# Web scraping from Speedhome

I am building this scraper to get rental data from [Speedhome](https://speedhome.com) to analyze the rental industry in Kuala Lumpur based on data available on the website. Below are documentation of my work.

**Disclaimer**: I scraped this site for my own personal project. Please scrape responsibly and ethically. [Ethics in Web Scraping](https://towardsdatascience.com/ethics-in-web-scraping-b96b18136f01)


## Modules for web scraping
Import modules for web scraping: `requests` and `BeautifulSoup`

In [1]:
import requests
from bs4 import BeautifulSoup
from time import sleep
from random import randint
import pandas as pd

BASE_URL = "https://speedhome.com"

Below is the core code to scrape from Speedhome.

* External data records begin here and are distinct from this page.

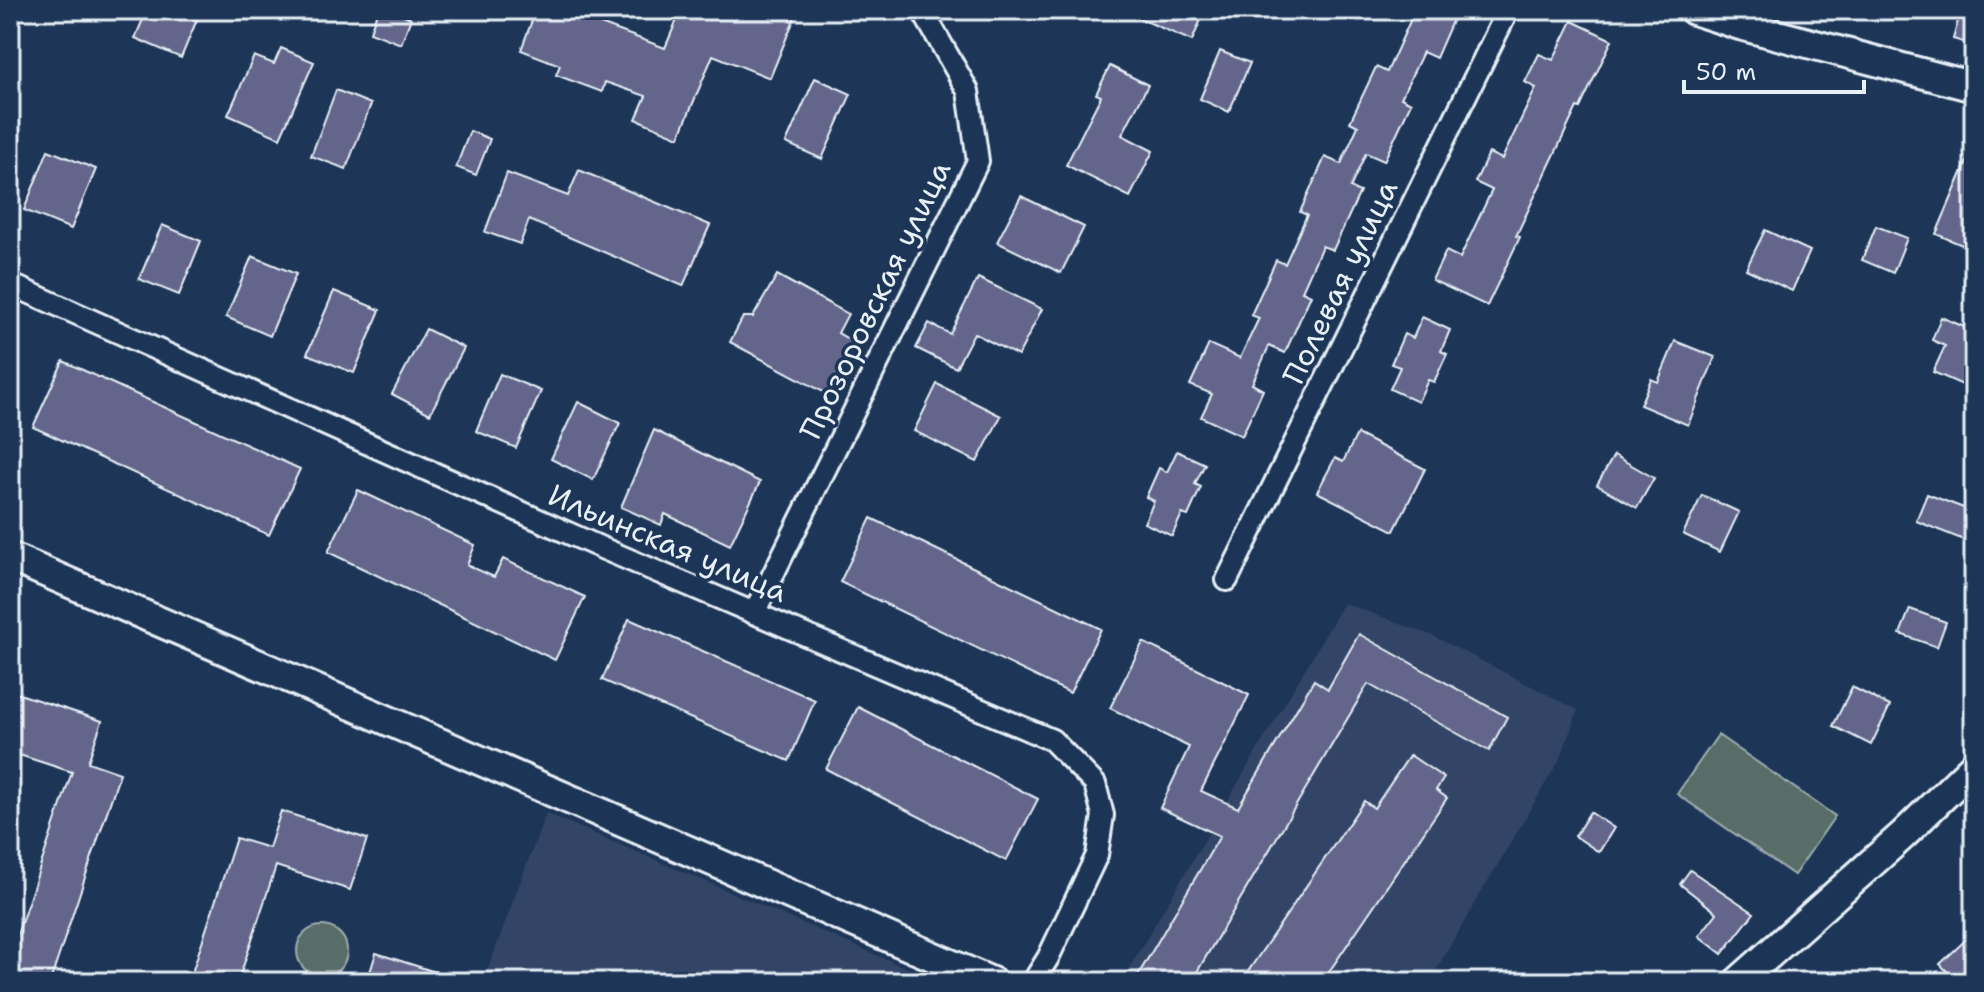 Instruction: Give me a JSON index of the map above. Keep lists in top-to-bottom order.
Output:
{
  "streets": {
    "street": ["Полевая улица", "Прозоровская улица", "Ильинская улица"]
  },
  "crossings": [
    ["Прозоровская улица", "Ильинская улица"]
  ],
  "scale_bar": "50 m"
} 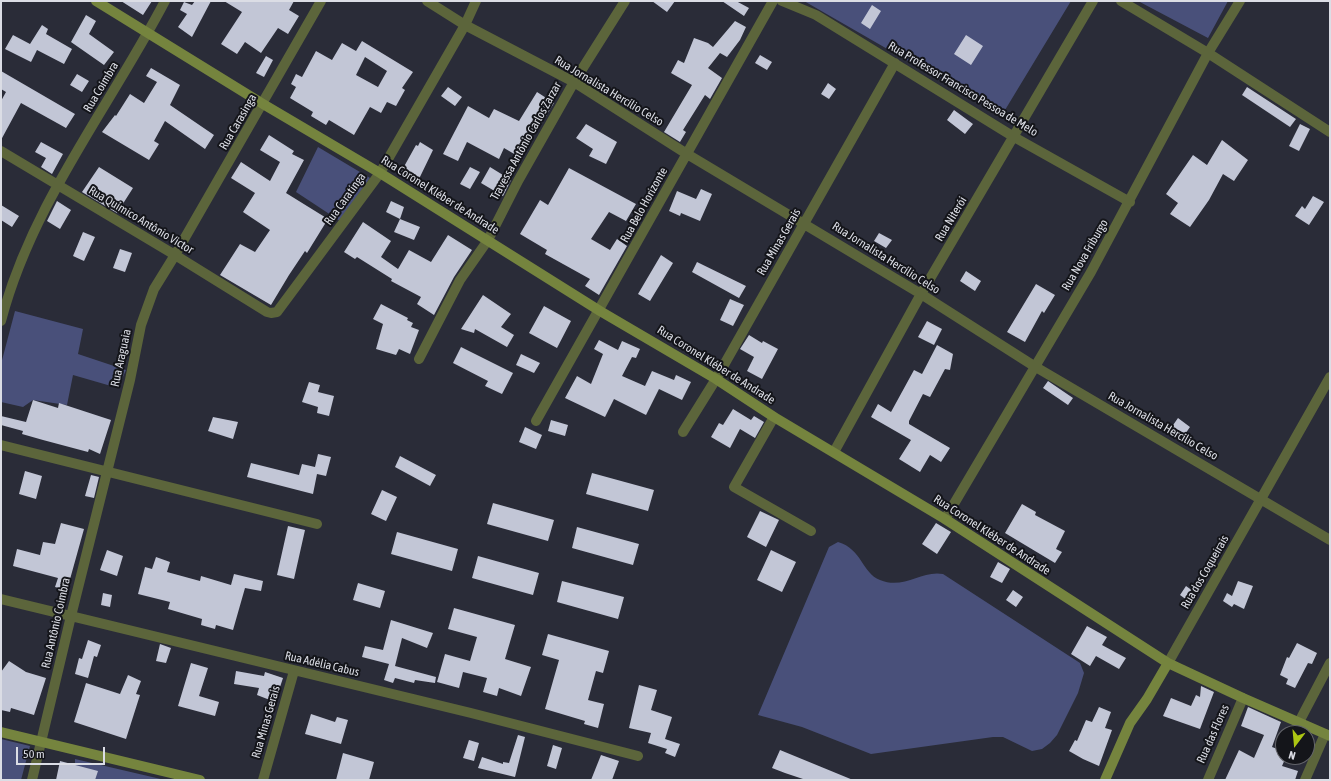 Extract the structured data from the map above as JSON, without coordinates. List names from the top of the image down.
{
  "streets": {
    "main road": ["Rua Coronel Kléber de Andrade", "Rua dos Coqueirais"],
    "street": [
      "Rua Coimbra",
      "Rua Professor Francisco Pessoa de Melo",
      "Rua Jornalista Hercílio Celso",
      "Rua Carasinga",
      "Travessa Antônio Carlos Zarzar",
      "Rua Caratinga",
      "Rua Belo Horizonte",
      "Rua Niterói",
      "Rua Químico Antônio Victor",
      "Rua Minas Gerais",
      "Rua Nova Friburgo",
      "Rua Araguaia",
      "Rua Antônio Coimbra",
      "Rua Adélia Cabus",
      "Rua das Flores"
    ]
  },
  "crossings": [
    ["Rua Coimbra", "Rua Coronel Kléber de Andrade"],
    ["Rua Coimbra", "Rua Químico Antônio Victor"],
    ["Rua Professor Francisco Pessoa de Melo", "Rua Niterói"],
    ["Rua Professor Francisco Pessoa de Melo", "Rua Minas Gerais"],
    ["Rua Professor Francisco Pessoa de Melo", "Rua Nova Friburgo"],
    ["Rua Jornalista Hercílio Celso", "Travessa Antônio Carlos Zarzar"],
    ["Rua Jornalista Hercílio Celso", "Rua Caratinga"],
    ["Rua Jornalista Hercílio Celso", "Rua Belo Horizonte"],
    ["Rua Jornalista Hercílio Celso", "Rua Niterói"],
    ["Rua Jornalista Hercílio Celso", "Rua Minas Gerais"],
    ["Rua Jornalista Hercílio Celso", "Rua Nova Friburgo"],
    ["Rua Jornalista Hercílio Celso", "Rua dos Coqueirais"],
    ["Rua Carasinga", "Rua Coronel Kléber de Andrade"],
    ["Rua Carasinga", "Rua Químico Antônio Victor"],
    ["Rua Carasinga", "Rua Araguaia"],
    ["Travessa Antônio Carlos Zarzar", "Rua Coronel Kléber de Andrade"],
    ["Rua Coronel Kléber de Andrade", "Rua Caratinga"],
    ["Rua Coronel Kléber de Andrade", "Rua Belo Horizonte"],
    ["Rua Coronel Kléber de Andrade", "Rua Niterói"],
    ["Rua Coronel Kléber de Andrade", "Rua Minas Gerais"],
    ["Rua Coronel Kléber de Andrade", "Rua Nova Friburgo"],
    ["Rua Coronel Kléber de Andrade", "Rua dos Coqueirais"],
    ["Rua Coronel Kléber de Andrade", "Rua das Flores"],
    ["Rua Caratinga", "Rua Químico Antônio Victor"],
    ["Rua Químico Antônio Victor", "Rua Araguaia"],
    ["Rua Minas Gerais", "Rua Adélia Cabus"],
    ["Rua Araguaia", "Rua Antônio Coimbra"],
    ["Rua Antônio Coimbra", "Rua Adélia Cabus"]
  ],
  "scale_bar": "50 m",
  "north": "bottom"
} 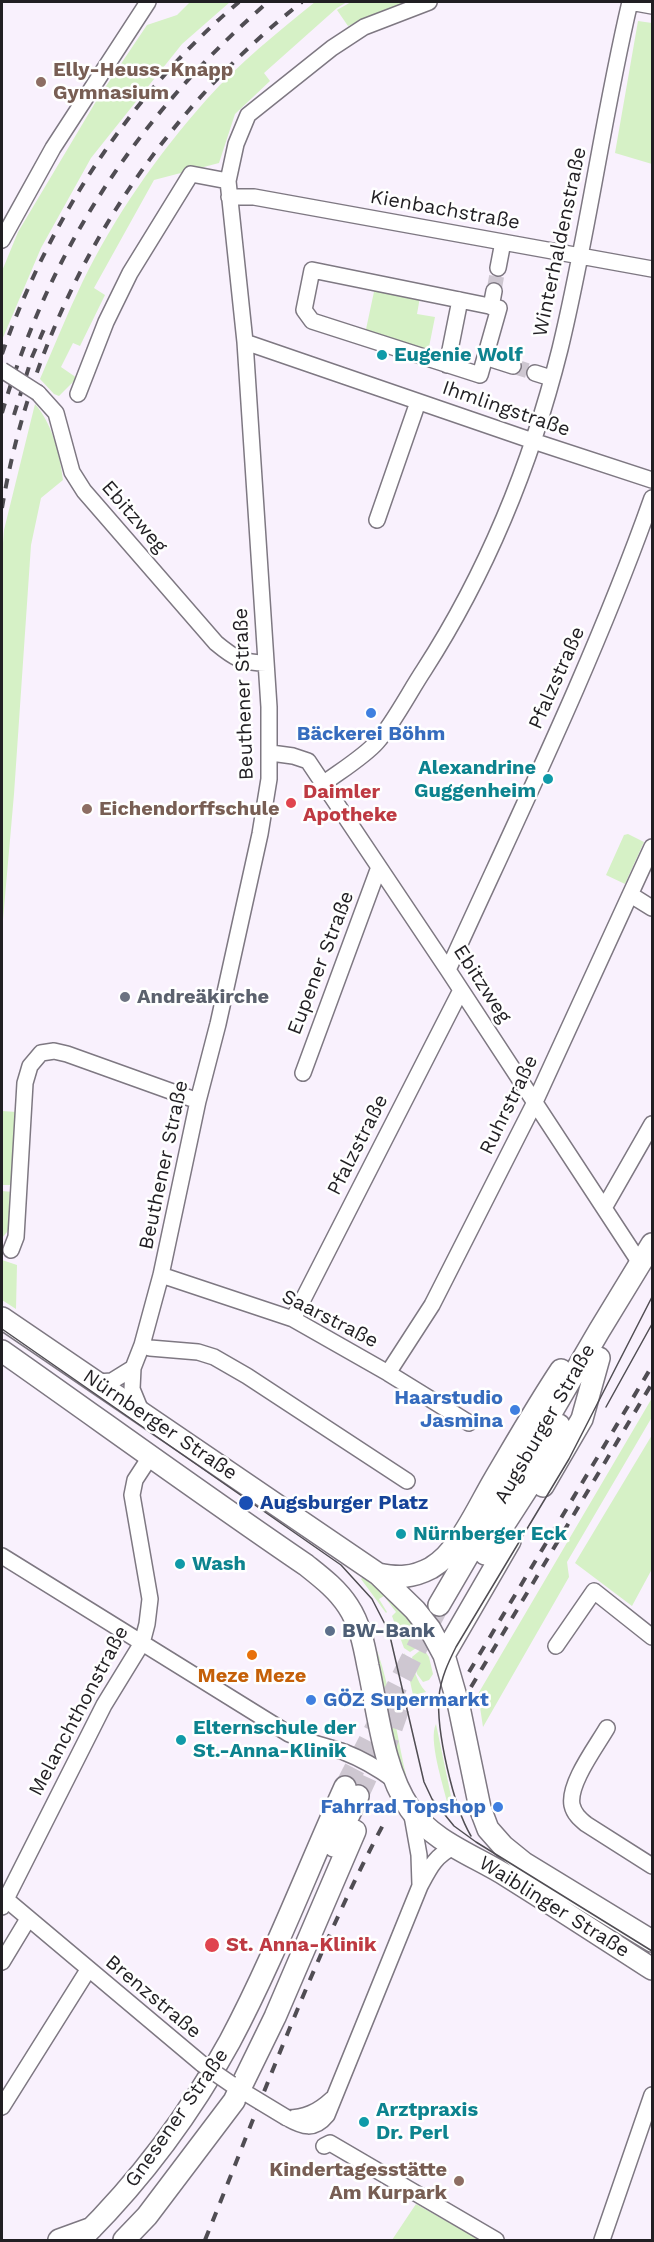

This current code is taking only 3 pages from Speedhome as a proof of concept. The real data that I have scraped all 78 pages of rental adverts on Speedhome.

In [2]:
rental = []
url = "/rent?pg=1"
i = 0

while url:
    res = requests.get(f"{BASE_URL}{url}")
    print(f"Now scraping {BASE_URL}{url}")
    soup = BeautifulSoup(res.text, "html.parser")
    rent = soup.find_all(class_="pro-col pro-grid col-xs-12 col-sm-4")

    for home in rent:
        rental.append({
            "name":home.find(class_="pro-title").get_text(),
            "price":home.find(class_="price").get_text(),
            "features":home.find(class_="features-sub").get_text(",", strip=True).split(","),
            "facilities":[i[0] + " " + i[1] for i in list(zip(home.find(class_="facilities").get_text(",", strip=True).split(","), [i["src"][16:-4] for i in home.find(class_="facilities").find_all("img")]))],

        })
    next = soup.find(class_ = "next")
    url = next["href"] if next else None
    
    
    # Spacing out request to not overload the server.
    print("Sleeping")
    sleep(randint(10,60))  
    
    
    # Stop scraping after 3 page as a proof of concept. Real data scraped from all pages
    i += 1
    if i > 2:
        break

Now scraping https://speedhome.com/rent?pg=1
Sleeping
Now scraping https://speedhome.com/rent?pg=2
Sleeping
Now scraping https://speedhome.com/rent?pg=3
Sleeping


The image below is snipped from Speedhome. The code above scraped the `name`, `price`, `features` and `facilities` every rental unit advertised.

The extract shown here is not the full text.